All my favourite computer games - Civilization, Railroad Tycoon - have this quality - the number of variables are so high and so interlocking that there can be no clear cut solution. All you can do is grapple with the mystery and try to make progress. 

That I can do. 

But puzzles I can't.

Which brings me back to the original question - look, if you want polished, cogent pieces go back to Gladwell at the New Yorker, he's a  professional - is the web a puzzle or a mystery?

A lot of my clients are looking for us to use our webmapping tool to bring in some new clues that will enable them so solve the newly arrived puzzle of "web 2.0", (or "blogs" or "UGC" or whatever they are calling it).  Maybe they see it as a Sudoku?  They often seem to want one map that is "it",  like a filled in grid.

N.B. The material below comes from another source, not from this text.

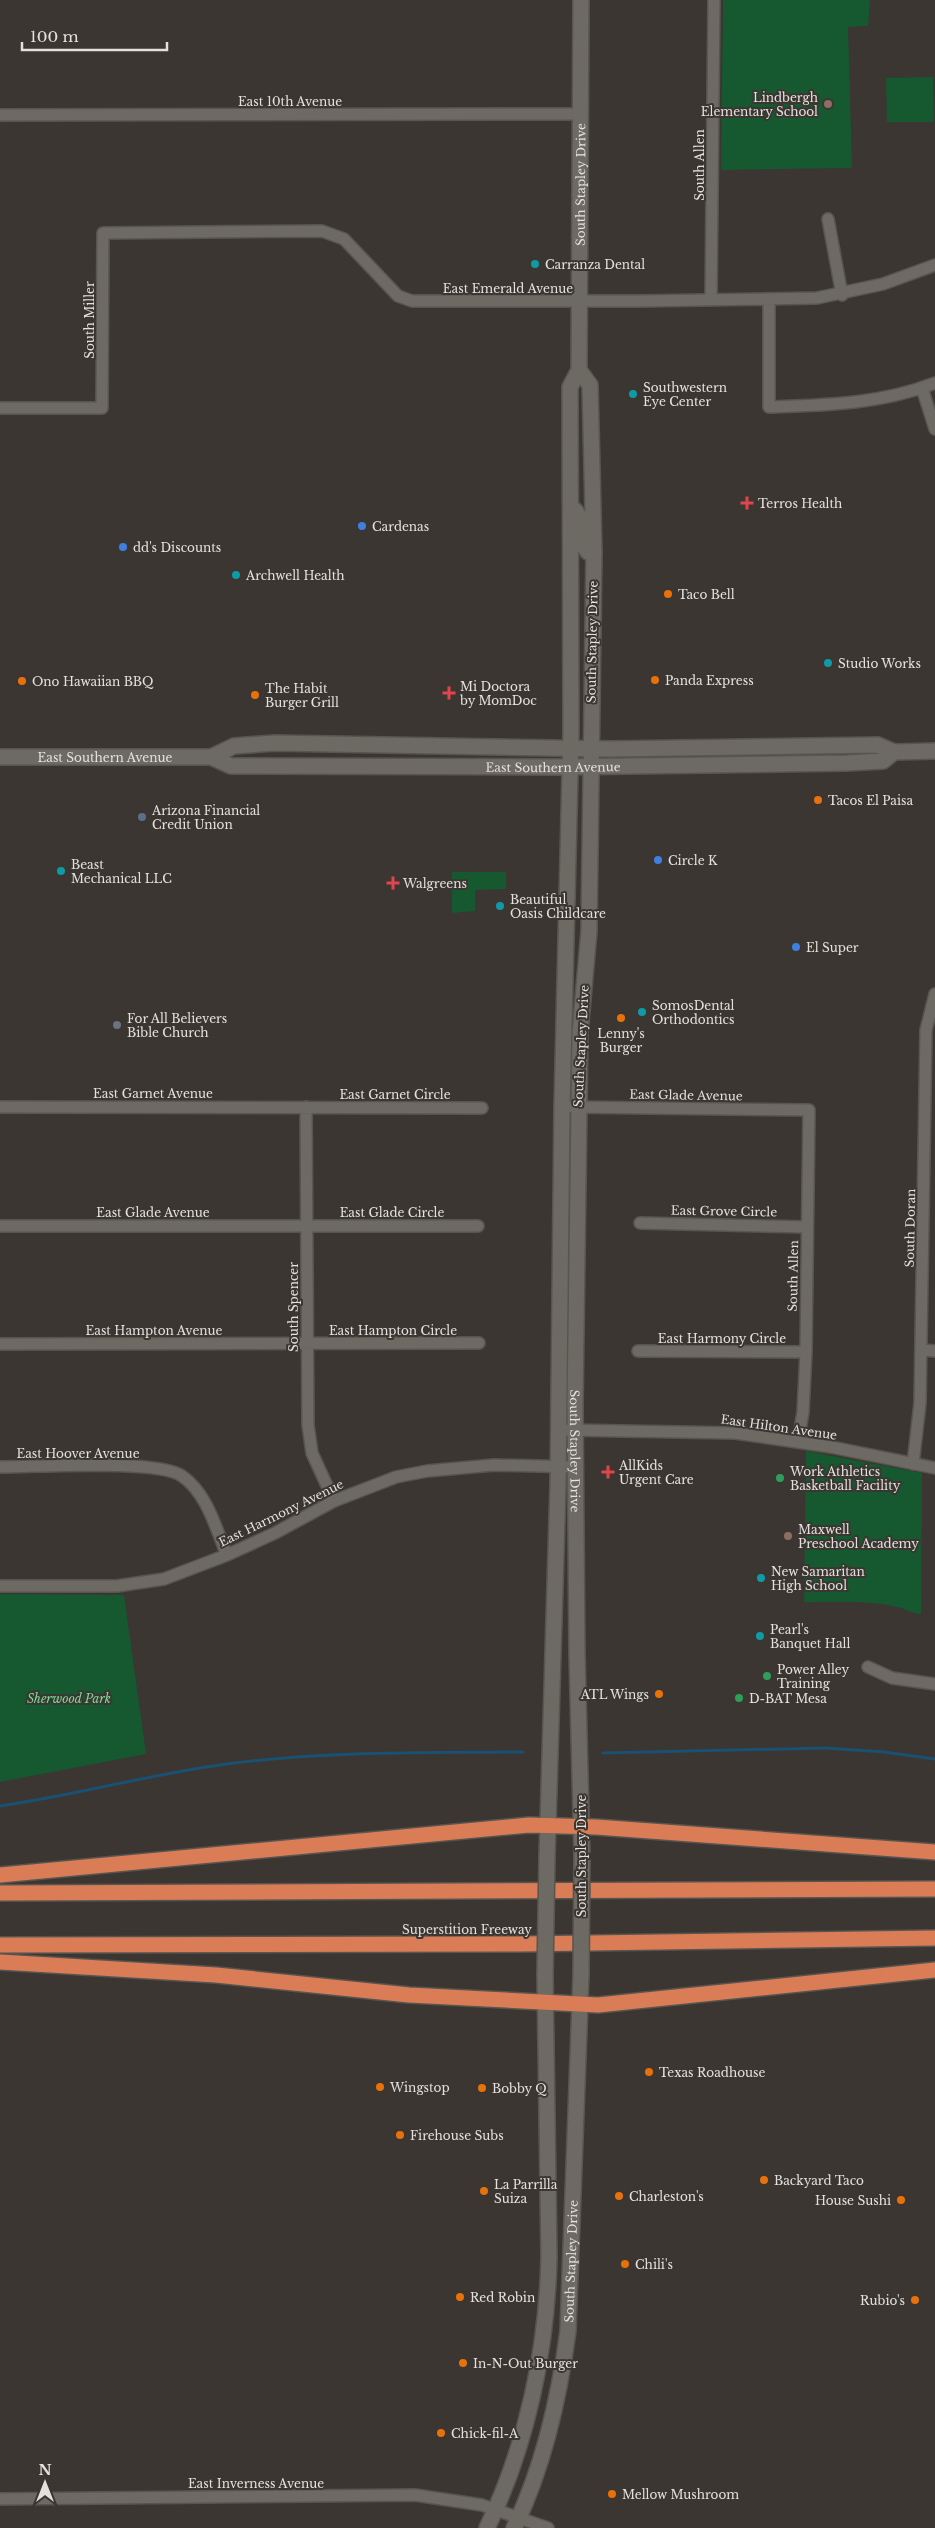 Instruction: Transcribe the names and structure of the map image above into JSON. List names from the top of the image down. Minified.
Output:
{"streets":{"highway":["Superstition Freeway"],"main road":["South Stapley Drive","East Southern Avenue"],"street":["East 10th Avenue","South Allen","East Emerald Avenue","South Miller","East Garnet Avenue","East Garnet Circle","East Glade Avenue","East Grove Circle","East Glade Circle","South Doran","South Spencer","East Hampton Avenue","East Hampton Circle","East Harmony Circle","East Hilton Avenue","East Hoover Avenue","East Harmony Avenue","East Inverness Avenue"]},"crossings":[["East 10th Avenue","South Stapley Drive"],["South Allen","East Emerald Avenue"],["South Allen","East Glade Avenue"],["South Allen","East Grove Circle"],["South Allen","East Harmony Circle"],["South Allen","East Hilton Avenue"],["South Stapley Drive","East Emerald Avenue"],["South Stapley Drive","East Southern Avenue"],["South Stapley Drive","East Glade Avenue"],["South Stapley Drive","East Hilton Avenue"],["South Stapley Drive","East Harmony Avenue"],["South Stapley Drive","East Inverness Avenue"],["East Emerald Avenue","South Miller"],["East Garnet Avenue","East Garnet Circle"],["East Garnet Avenue","South Spencer"],["East Garnet Circle","South Spencer"],["East Glade Avenue","East Glade Circle"],["East Glade Avenue","South Spencer"],["East Glade Circle","South Spencer"],["South Doran","East Hilton Avenue"],["South Spencer","East Hampton Avenue"],["South Spencer","East Hampton Circle"],["South Spencer","East Harmony Avenue"],["East Hampton Avenue","East Hampton Circle"],["East Hoover Avenue","East Harmony Avenue"]],"parks":["Sherwood Park"],"places":{"other":["Lindbergh Elementary School","Carranza Dental","Southwestern Eye Center","Cardenas","dd's Discounts","Archwell Health","Taco Bell","Studio Works","Panda Express","Ono Hawaiian BBQ","The Habit Burger Grill","Tacos El Paisa","Arizona Financial Credit Union","Circle K","Beast Mechanical LLC","Beautiful Oasis Childcare","El Super","SomosDental Orthodontics","Lenny's Burger","For All Believers Bible Church","Work Athletics Basketball Facility","Maxwell Preschool Academy","New Samaritan High School","Pearl's Banquet Hall","Power Alley Training","ATL Wings","D-BAT Mesa","Texas Roadhouse","Wingstop","Bobby Q","Firehouse Subs","Backyard Taco","La Parrilla Suiza","Charleston's","House Sushi","Chili's","Red Robin","Rubio's","In-N-Out Burger","Chick-fil-A","Mellow Mushroom"],"health":["Terros Health","Mi Doctora by MomDoc","Walgreens","AllKids Urgent Care"]},"scale_bar":"100 m","north":"top"}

I am starting to wonder if the "what should we do about the web (2.0)" is a Mystery  not a Puzzle.  It has many variables (its not just about "blogs", for example) all of whom interact in complex ways to produce deep mysteries (how do on-line and off-line media interact, for example).

Perhaps the real value we provide to clients - perhaps like all planners, in all fields - is to bring insight to the mystery and show a way ahead.

Final question - but maybe not one for you crossword fans - is life a "mystery or a puzzle" (anag. 5,3)?